神は、その独り子をお与えになったほどに、世を愛された。独り子を信じる者が一人も滅びないで、永遠の命を得るためである。神が御子を世に遣わされたのは、世を裁くためではなく、御子によって世が救われるためである。

 この聖書の言葉をききたいと思います。自分の本当の罪の姿を知り、イエス様の十字架の死をしっかりと受け止めることができるようになりたいと思います。最後に、「エリ、エリ、レマ、サバクタニ。」の意味を受け止めていきたいと思います。「わが神、わが神、なぜわたしをお見捨てになったのですか。」というものです。イエス様の十字架の苦しみの中で、神は沈黙されています。イエス様の叫びに何も答えていません。このイエス様の叫びですが、これは神に向っての叫びです。神へのまったき叫びです。信頼の叫びです。天地を創造された方への叫びです。全知全能の方への叫びです。私は思います。人生の苦しみの中で、その苦しみの叫びを、神に向って叫ぶのです。「神よ、神よ、どうしてわたしをお見捨てのなるのですか。」と。私たちのすべての罪の救いのために、大切な独り子であるイエス・キリストを十字架につけられた方に向って、です。神は、私たちがそう叫ぶのを許してくださいます。どうか、そのような叫びをすることができるようになりたいと願うのです。人生のどん底にある時に、神に向って、「神よ、神よ、なぜ、わたしをお見捨てになるのですか。どうして、このような苦しみを味わわなければならないのですか。」と叫ぶ者でありたいと。
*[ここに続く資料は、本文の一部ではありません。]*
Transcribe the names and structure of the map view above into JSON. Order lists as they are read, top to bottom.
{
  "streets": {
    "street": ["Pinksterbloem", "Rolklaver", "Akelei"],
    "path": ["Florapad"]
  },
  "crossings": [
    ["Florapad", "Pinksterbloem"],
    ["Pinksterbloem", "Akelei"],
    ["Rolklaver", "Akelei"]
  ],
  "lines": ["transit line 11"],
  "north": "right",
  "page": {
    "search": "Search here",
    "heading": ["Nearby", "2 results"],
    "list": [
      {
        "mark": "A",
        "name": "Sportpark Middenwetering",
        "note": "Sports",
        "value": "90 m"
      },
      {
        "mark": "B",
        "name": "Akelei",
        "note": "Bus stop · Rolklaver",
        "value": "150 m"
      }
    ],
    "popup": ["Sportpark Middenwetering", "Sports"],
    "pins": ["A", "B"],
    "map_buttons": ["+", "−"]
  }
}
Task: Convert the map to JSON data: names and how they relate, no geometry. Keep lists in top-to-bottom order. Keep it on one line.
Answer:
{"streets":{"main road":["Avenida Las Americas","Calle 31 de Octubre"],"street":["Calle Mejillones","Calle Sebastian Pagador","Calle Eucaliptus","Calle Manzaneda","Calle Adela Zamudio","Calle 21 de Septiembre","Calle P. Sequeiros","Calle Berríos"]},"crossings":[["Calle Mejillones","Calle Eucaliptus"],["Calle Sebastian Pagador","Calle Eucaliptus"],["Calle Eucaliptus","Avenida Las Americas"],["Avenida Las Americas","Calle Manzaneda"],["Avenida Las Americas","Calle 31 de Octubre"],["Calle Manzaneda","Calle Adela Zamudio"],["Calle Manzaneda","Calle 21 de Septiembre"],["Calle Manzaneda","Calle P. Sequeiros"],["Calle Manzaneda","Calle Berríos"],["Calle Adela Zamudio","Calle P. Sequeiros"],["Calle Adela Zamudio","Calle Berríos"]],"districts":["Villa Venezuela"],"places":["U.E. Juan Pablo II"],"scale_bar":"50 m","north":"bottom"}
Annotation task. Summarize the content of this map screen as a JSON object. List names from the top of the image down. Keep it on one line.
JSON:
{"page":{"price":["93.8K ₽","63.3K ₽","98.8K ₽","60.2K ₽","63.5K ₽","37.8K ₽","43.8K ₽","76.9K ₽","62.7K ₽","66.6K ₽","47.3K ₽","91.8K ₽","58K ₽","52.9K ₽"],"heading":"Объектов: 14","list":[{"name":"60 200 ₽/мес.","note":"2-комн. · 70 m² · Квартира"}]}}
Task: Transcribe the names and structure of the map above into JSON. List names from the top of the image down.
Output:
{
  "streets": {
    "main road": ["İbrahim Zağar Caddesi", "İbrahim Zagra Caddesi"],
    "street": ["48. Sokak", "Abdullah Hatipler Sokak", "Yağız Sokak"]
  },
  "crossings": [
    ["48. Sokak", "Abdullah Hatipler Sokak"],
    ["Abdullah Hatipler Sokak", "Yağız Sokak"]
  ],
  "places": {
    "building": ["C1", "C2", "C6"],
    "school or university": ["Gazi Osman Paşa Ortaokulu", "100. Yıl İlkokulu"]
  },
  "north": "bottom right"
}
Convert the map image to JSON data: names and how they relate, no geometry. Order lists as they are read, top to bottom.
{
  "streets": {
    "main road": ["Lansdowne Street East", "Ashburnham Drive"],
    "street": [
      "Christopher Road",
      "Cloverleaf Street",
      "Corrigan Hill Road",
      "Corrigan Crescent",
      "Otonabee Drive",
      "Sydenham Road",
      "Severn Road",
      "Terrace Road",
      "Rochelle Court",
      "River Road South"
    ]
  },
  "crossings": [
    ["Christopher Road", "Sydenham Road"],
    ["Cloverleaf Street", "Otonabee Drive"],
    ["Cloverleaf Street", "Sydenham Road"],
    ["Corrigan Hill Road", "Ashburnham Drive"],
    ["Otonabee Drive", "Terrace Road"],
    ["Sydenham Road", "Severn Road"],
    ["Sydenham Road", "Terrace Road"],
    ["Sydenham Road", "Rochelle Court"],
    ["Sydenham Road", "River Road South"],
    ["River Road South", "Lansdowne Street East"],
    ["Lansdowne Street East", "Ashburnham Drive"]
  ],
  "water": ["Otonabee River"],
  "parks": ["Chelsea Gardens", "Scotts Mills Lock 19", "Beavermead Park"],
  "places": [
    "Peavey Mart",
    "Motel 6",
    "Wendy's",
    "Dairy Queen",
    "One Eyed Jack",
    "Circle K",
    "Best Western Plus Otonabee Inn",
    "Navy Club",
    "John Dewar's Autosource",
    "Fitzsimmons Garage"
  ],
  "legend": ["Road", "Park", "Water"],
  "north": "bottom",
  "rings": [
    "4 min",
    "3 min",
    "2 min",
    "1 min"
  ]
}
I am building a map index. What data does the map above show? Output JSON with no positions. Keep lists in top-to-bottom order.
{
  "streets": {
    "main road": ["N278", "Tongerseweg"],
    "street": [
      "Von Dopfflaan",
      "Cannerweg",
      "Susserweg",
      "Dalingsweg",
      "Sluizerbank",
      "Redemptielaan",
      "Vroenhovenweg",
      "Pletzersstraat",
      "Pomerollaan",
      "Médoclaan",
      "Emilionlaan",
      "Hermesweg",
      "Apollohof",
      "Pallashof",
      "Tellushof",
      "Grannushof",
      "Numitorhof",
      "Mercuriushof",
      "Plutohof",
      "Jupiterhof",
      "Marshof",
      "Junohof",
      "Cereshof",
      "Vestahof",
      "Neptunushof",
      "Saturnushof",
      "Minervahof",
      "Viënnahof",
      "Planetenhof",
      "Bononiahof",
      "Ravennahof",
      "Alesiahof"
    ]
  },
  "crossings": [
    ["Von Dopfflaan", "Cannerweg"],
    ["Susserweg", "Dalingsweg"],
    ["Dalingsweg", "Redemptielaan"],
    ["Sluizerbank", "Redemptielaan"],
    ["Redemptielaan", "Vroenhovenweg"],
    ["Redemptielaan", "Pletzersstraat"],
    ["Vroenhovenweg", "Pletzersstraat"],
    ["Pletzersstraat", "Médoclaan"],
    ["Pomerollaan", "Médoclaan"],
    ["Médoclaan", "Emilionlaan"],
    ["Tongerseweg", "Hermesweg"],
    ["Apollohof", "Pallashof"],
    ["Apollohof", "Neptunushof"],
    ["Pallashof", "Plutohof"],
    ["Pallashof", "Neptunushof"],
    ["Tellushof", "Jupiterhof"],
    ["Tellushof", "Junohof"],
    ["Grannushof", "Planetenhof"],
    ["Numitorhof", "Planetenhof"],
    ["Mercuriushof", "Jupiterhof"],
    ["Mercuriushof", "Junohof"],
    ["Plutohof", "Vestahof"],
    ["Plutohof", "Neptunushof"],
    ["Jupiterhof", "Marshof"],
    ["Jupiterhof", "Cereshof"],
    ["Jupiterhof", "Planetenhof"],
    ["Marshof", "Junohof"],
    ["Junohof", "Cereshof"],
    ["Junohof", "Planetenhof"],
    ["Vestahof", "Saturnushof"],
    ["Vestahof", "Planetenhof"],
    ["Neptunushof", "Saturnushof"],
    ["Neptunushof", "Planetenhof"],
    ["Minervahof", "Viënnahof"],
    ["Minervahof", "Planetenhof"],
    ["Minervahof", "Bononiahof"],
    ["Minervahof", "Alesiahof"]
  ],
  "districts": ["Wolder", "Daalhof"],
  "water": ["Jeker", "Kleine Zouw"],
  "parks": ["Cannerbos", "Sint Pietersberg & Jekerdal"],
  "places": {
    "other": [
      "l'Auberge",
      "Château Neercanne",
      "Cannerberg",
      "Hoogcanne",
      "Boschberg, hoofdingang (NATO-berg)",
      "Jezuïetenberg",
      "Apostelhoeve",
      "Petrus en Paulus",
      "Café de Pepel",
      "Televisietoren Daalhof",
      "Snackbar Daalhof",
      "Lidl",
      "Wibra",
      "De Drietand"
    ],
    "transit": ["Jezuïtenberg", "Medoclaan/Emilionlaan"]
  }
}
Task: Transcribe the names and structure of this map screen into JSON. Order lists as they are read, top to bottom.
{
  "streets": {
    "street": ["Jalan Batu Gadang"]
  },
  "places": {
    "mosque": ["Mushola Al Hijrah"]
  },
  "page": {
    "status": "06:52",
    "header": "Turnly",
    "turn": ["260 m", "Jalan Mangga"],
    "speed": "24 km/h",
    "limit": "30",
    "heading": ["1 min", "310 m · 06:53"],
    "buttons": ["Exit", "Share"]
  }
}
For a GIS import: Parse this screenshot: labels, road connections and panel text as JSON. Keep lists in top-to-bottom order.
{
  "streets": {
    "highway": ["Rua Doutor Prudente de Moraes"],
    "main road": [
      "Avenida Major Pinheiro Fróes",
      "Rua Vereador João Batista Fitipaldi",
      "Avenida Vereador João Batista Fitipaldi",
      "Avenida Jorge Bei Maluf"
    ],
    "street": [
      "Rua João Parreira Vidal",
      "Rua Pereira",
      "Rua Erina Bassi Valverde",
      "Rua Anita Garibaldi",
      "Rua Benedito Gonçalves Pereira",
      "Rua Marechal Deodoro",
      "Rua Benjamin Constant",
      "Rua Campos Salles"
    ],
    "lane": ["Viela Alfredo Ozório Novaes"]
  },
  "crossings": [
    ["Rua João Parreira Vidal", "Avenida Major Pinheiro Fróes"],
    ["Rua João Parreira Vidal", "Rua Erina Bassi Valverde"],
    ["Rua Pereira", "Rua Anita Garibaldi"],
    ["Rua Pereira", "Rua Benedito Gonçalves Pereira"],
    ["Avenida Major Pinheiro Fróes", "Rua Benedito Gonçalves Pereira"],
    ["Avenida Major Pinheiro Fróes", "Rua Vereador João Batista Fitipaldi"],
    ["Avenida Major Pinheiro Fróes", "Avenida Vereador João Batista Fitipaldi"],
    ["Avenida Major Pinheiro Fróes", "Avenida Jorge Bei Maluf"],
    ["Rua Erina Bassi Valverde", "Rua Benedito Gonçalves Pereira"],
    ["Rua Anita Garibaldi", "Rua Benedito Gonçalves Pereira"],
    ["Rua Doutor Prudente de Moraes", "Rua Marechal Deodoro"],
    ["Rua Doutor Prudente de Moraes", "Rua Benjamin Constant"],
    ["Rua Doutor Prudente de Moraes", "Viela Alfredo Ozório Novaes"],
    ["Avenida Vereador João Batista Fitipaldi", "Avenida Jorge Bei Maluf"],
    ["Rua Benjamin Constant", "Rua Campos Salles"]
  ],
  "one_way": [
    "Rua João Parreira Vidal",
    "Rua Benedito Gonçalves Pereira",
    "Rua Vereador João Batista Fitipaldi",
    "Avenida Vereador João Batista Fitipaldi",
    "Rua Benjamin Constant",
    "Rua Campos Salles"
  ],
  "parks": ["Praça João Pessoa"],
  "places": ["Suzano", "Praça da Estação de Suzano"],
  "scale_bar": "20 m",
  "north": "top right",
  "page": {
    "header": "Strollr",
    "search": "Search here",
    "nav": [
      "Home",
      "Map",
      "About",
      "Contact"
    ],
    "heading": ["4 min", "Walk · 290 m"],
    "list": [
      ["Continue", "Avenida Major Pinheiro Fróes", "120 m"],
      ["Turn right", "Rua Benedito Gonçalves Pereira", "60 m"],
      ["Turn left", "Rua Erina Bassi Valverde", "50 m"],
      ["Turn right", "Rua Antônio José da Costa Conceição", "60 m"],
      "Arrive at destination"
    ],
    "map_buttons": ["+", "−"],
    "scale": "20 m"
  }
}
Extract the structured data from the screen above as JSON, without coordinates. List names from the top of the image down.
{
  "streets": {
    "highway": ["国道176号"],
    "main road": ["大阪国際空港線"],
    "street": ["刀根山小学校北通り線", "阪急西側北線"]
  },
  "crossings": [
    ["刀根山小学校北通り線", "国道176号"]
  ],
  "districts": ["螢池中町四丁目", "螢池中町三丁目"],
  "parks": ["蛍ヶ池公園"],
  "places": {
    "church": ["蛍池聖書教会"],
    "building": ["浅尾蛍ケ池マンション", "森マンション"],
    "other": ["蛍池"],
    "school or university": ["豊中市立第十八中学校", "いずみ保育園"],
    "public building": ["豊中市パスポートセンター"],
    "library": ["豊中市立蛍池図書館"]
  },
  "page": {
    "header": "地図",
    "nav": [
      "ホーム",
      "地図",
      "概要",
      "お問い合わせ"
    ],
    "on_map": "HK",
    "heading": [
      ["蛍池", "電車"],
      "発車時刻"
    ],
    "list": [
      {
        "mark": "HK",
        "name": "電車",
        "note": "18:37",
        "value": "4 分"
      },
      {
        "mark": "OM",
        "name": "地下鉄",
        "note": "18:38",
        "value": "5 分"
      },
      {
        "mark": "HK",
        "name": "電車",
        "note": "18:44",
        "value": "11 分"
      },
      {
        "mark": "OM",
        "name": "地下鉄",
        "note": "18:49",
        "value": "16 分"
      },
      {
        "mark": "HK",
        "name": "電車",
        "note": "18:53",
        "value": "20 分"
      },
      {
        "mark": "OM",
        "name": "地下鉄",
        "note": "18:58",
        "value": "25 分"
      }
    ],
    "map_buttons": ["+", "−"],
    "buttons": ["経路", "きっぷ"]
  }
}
祈り 神よ。あなたの御子イエス・キリストの十字架の死の場面を聖書から見てきました。この十字架の死の意味を、自分のこととして受け止めることができるように導いてください。そして、イエス様が十字架の上であなたに向って叫ばれたように、私たちもその人生の苦難の中で、あなたに向って同じような叫びをすることができるように導いてください。この願いを、イエス様のお名前によって、祈ります。アーメン。